About this exercise: Find every line of the records that has "Allende" and return it.

### Stored data

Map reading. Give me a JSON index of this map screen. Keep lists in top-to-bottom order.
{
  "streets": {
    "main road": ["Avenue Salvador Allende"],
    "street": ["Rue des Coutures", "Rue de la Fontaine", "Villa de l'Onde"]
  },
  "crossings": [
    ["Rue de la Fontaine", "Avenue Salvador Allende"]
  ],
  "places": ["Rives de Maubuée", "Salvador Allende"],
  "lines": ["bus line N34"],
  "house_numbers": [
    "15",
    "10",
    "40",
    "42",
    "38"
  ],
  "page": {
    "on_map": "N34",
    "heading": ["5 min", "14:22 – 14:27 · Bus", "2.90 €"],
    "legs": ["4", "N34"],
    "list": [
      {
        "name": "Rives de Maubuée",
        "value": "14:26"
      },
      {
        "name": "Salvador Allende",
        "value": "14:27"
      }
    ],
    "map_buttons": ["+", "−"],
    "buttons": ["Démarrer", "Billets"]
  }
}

######

Task answer:
    "main road": ["Avenue Salvador Allende"],
    ["Rue de la Fontaine", "Avenue Salvador Allende"]
  "places": ["Rives de Maubuée", "Salvador Allende"],
        "name": "Salvador Allende",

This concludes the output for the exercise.